___ Exercise materials ___

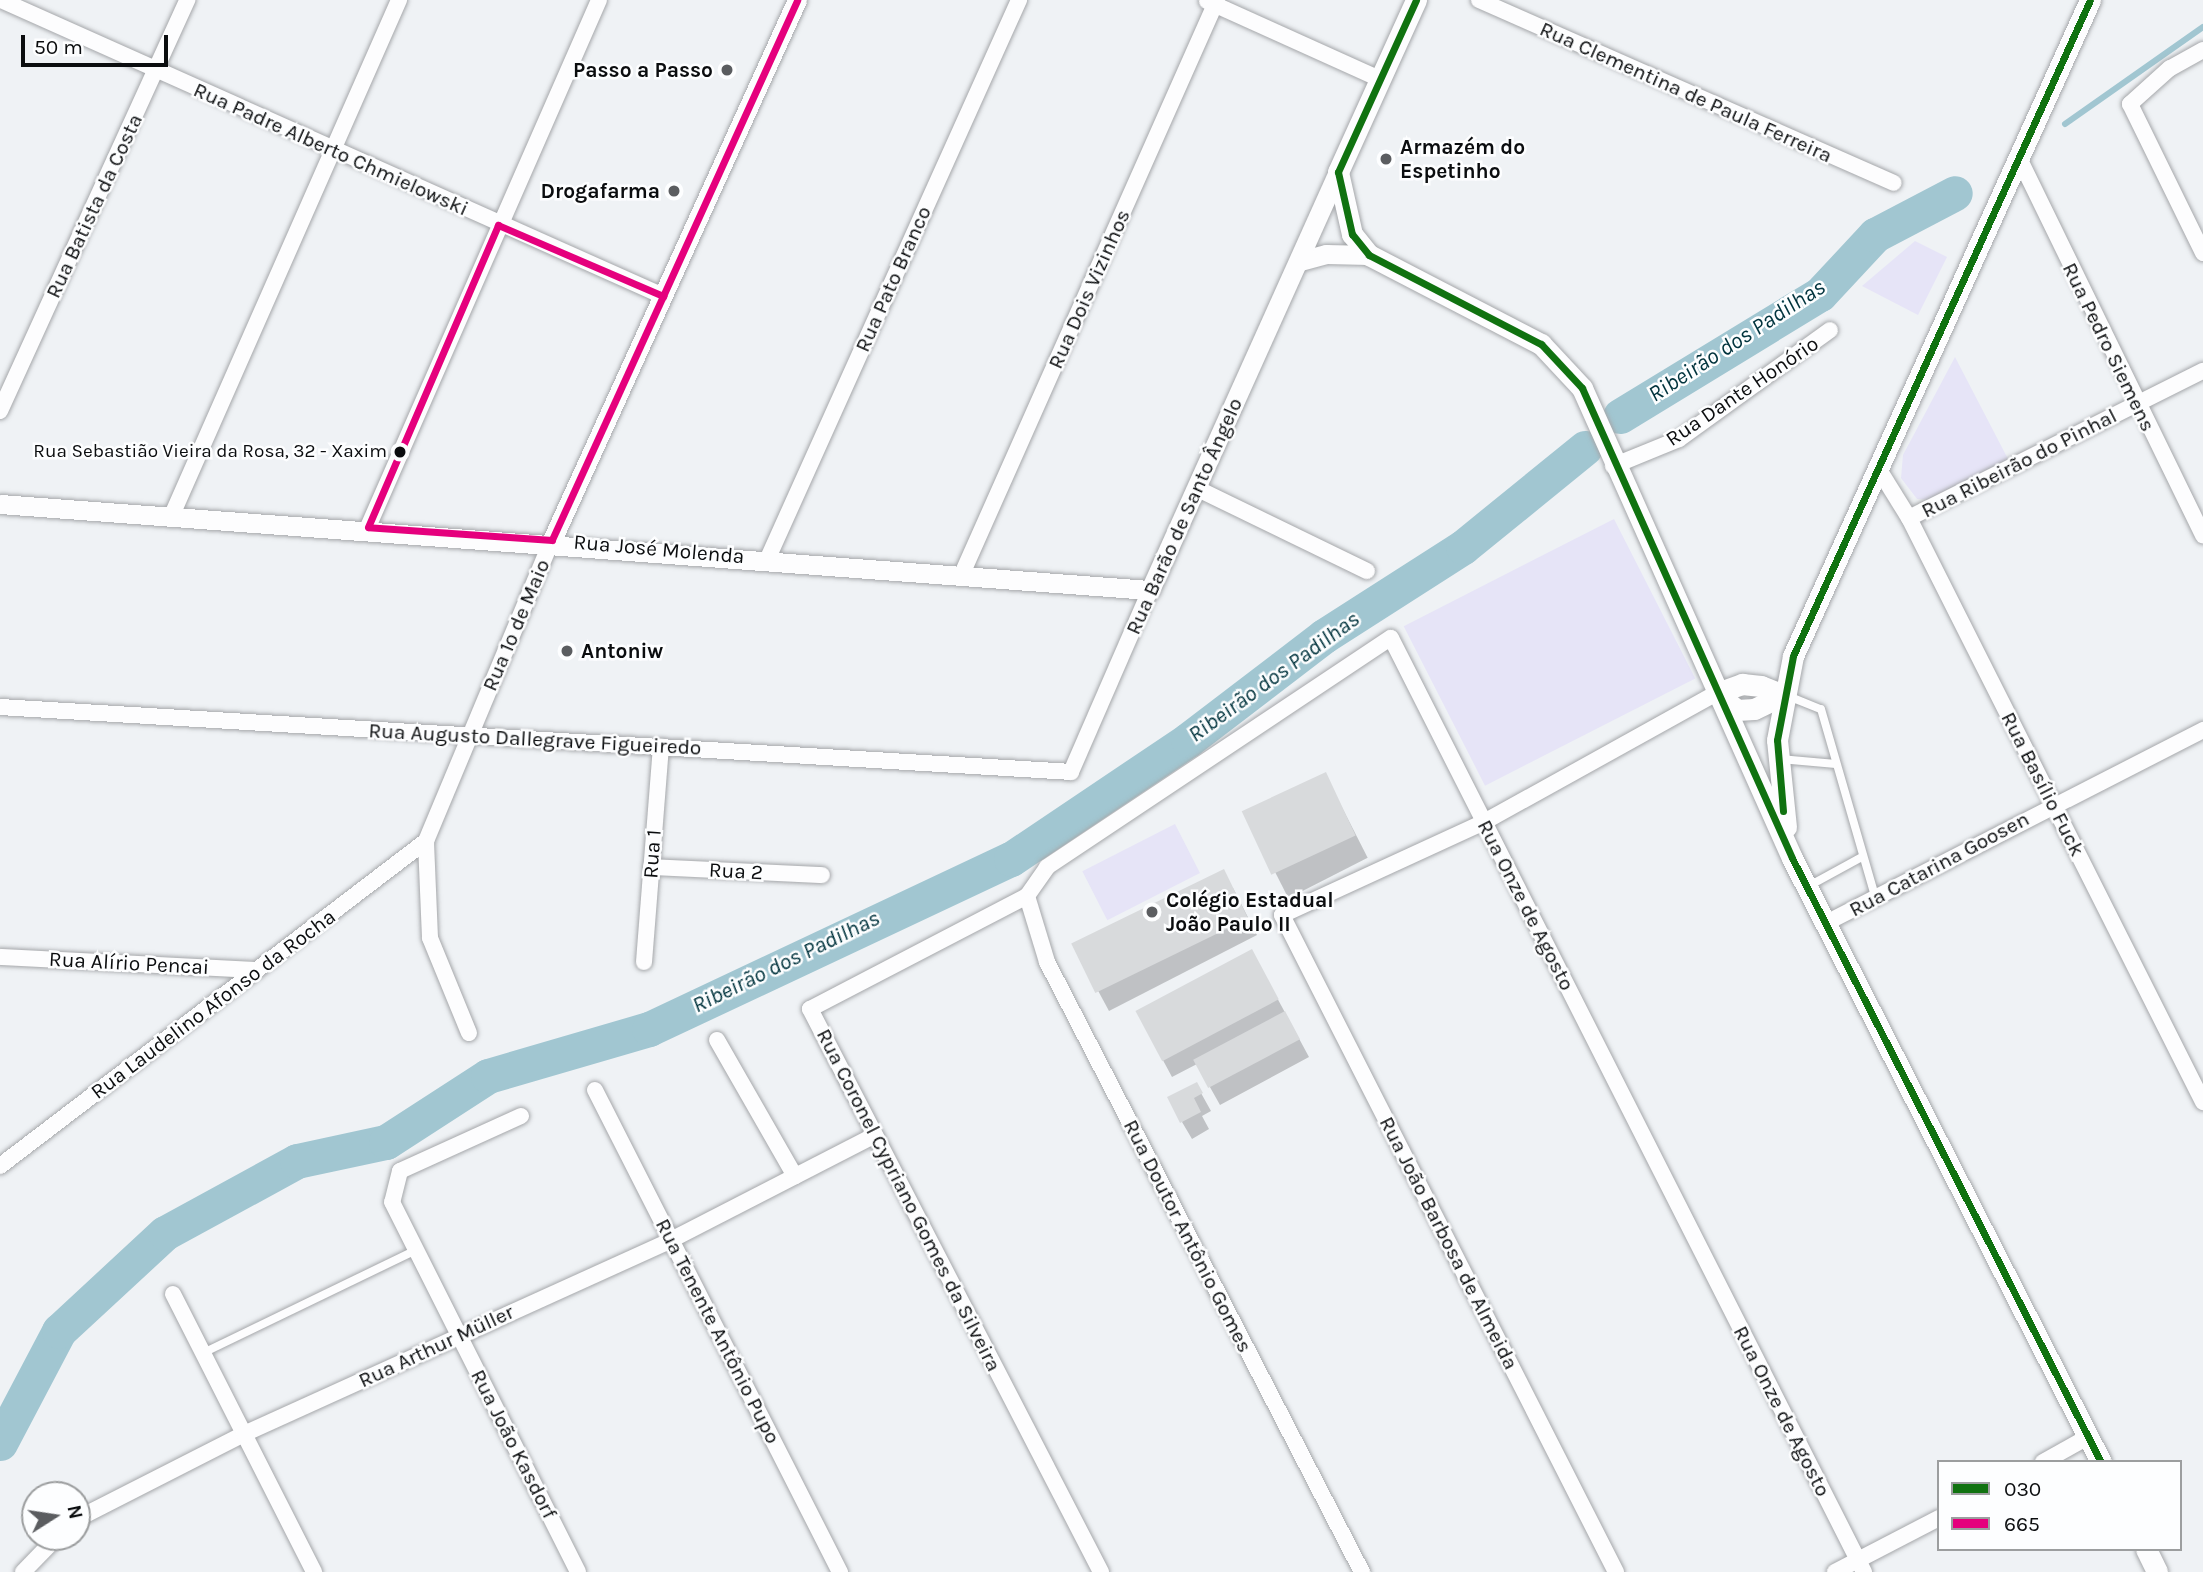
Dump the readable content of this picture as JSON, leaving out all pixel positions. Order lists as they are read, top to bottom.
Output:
{
  "streets": {
    "main road": ["Rua Barão de Santo Ângelo"],
    "street": [
      "Rua Clementina de Paula Ferreira",
      "Rua Padre Alberto Chmielowski",
      "Rua Batista da Costa",
      "Rua Pato Branco",
      "Rua Dois Vizinhos",
      "Rua Pedro Siemens",
      "Rua Dante Honório",
      "Rua Ribeirão do Pinhal",
      "Rua José Molenda",
      "Rua 1º de Maio",
      "Rua Augusto Dallegrave Figueiredo",
      "Rua Basílio Fuck",
      "Rua 1",
      "Rua Catarina Goosen",
      "Rua 2",
      "Rua Onze de Agosto",
      "Rua Alírio Pencai",
      "Rua Laudelino Afonso da Rocha",
      "Rua Coronel Cypriano Gomes da Silveira",
      "Rua Doutor Antônio Gomes",
      "Rua João Barbosa de Almeida",
      "Rua Tenente Antônio Pupo",
      "Rua Arthur Müller",
      "Rua João Kasdorf"
    ]
  },
  "crossings": [
    ["Rua Padre Alberto Chmielowski", "Rua Batista da Costa"],
    ["Rua Padre Alberto Chmielowski", "Rua 1º de Maio"],
    ["Rua Pato Branco", "Rua José Molenda"],
    ["Rua Dois Vizinhos", "Rua José Molenda"],
    ["Rua Pedro Siemens", "Rua Ribeirão do Pinhal"],
    ["Rua Ribeirão do Pinhal", "Rua Basílio Fuck"],
    ["Rua Barão de Santo Ângelo", "Rua José Molenda"],
    ["Rua Barão de Santo Ângelo", "Rua Augusto Dallegrave Figueiredo"],
    ["Rua José Molenda", "Rua 1º de Maio"],
    ["Rua 1º de Maio", "Rua Augusto Dallegrave Figueiredo"],
    ["Rua 1º de Maio", "Rua Laudelino Afonso da Rocha"],
    ["Rua Augusto Dallegrave Figueiredo", "Rua 1"],
    ["Rua Basílio Fuck", "Rua Catarina Goosen"],
    ["Rua 1", "Rua 2"],
    ["Rua Onze de Agosto", "Rua Coronel Cypriano Gomes da Silveira"],
    ["Rua Onze de Agosto", "Rua Doutor Antônio Gomes"],
    ["Rua Onze de Agosto", "Rua João Barbosa de Almeida"],
    ["Rua Alírio Pencai", "Rua Laudelino Afonso da Rocha"],
    ["Rua Coronel Cypriano Gomes da Silveira", "Rua Doutor Antônio Gomes"],
    ["Rua Coronel Cypriano Gomes da Silveira", "Rua Arthur Müller"],
    ["Rua Tenente Antônio Pupo", "Rua Arthur Müller"],
    ["Rua Arthur Müller", "Rua João Kasdorf"]
  ],
  "water": ["Ribeirão dos Padilhas"],
  "places": [
    "Passo a Passo",
    "Armazém do Espetinho",
    "Drogafarma",
    "Rua Sebastião Vieira da Rosa, 32 - Xaxim",
    "Antoniw",
    "Colégio Estadual João Paulo II"
  ],
  "lines": ["transit line 030", "transit line 665"],
  "legend": ["030", "665"],
  "scale_bar": "50 m",
  "north": "right"
}
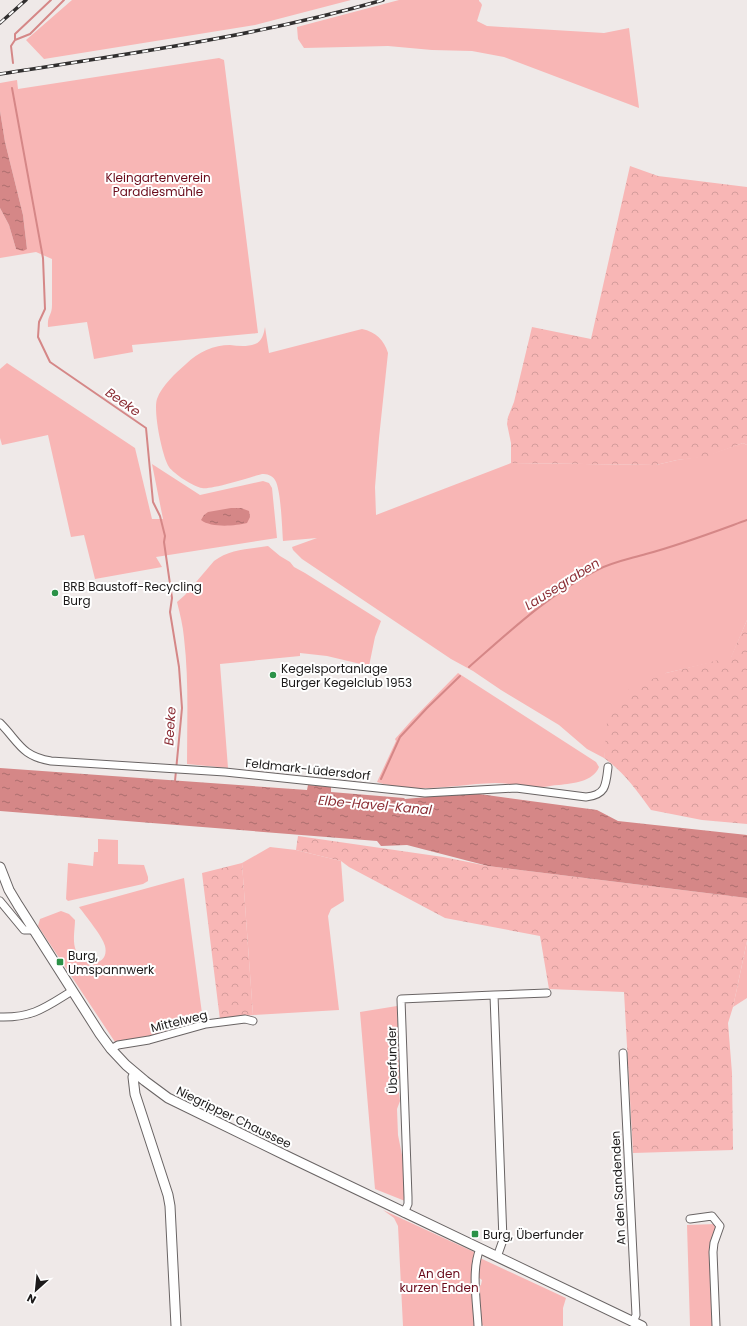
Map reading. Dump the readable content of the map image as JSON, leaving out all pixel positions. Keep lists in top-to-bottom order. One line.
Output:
{"streets":{"main road":["Niegripper Chaussee"],"street":["Feldmark-Lüdersdorf","Mittelweg","Überfunder","An den Sandenden"]},"crossings":[["Mittelweg","Niegripper Chaussee"],["Überfunder","Niegripper Chaussee"],["Niegripper Chaussee","An den Sandenden"]],"water":["Beeke","Lausegraben","Elbe-Havel-Kanal"],"parks":["Kleingartenverein Paradiesmühle","An den kurzen Enden"],"places":{"other":["BRB Baustoff-Recycling Burg","Kegelsportanlage Burger Kegelclub 1953"],"transit":["Burg, Umspannwerk","Burg, Überfunder"]},"north":"bottom left"}
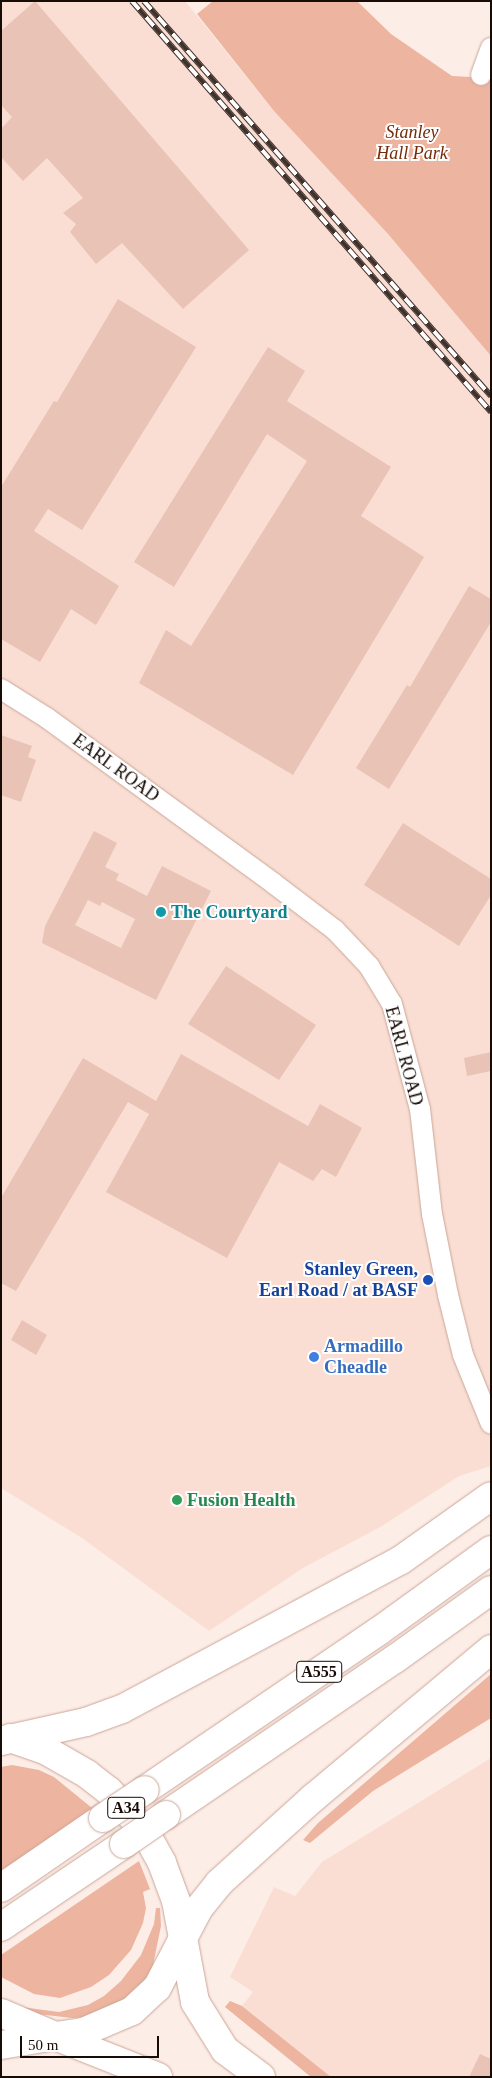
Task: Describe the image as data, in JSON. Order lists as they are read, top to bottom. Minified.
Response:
{"streets":{"highway":["A555","A34"],"street":["EARL ROAD"]},"parks":["Stanley Hall Park"],"places":["The Courtyard","Stanley Green, Earl Road / at BASF","Armadillo Cheadle","Fusion Health"],"scale_bar":"50 m"}
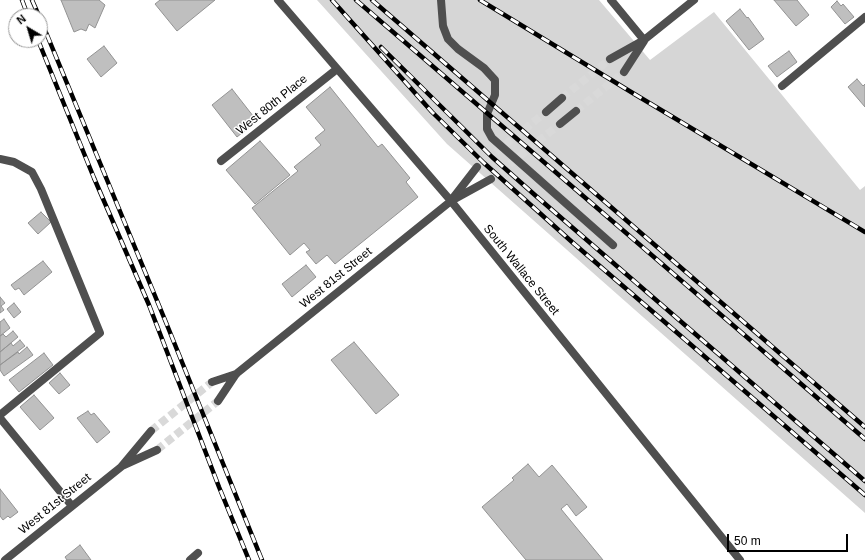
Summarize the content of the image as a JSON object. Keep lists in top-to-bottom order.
{
  "streets": {
    "street": ["West 80th Place", "South Wallace Street", "West 81st Street"]
  },
  "crossings": [
    ["West 80th Place", "South Wallace Street"],
    ["South Wallace Street", "West 81st Street"]
  ],
  "scale_bar": "50 m",
  "north": "top left"
}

___

Problem to solve — Examine the listing above and state the number of lines that contain the word "Afonso", with no further remarks.

Your response — 3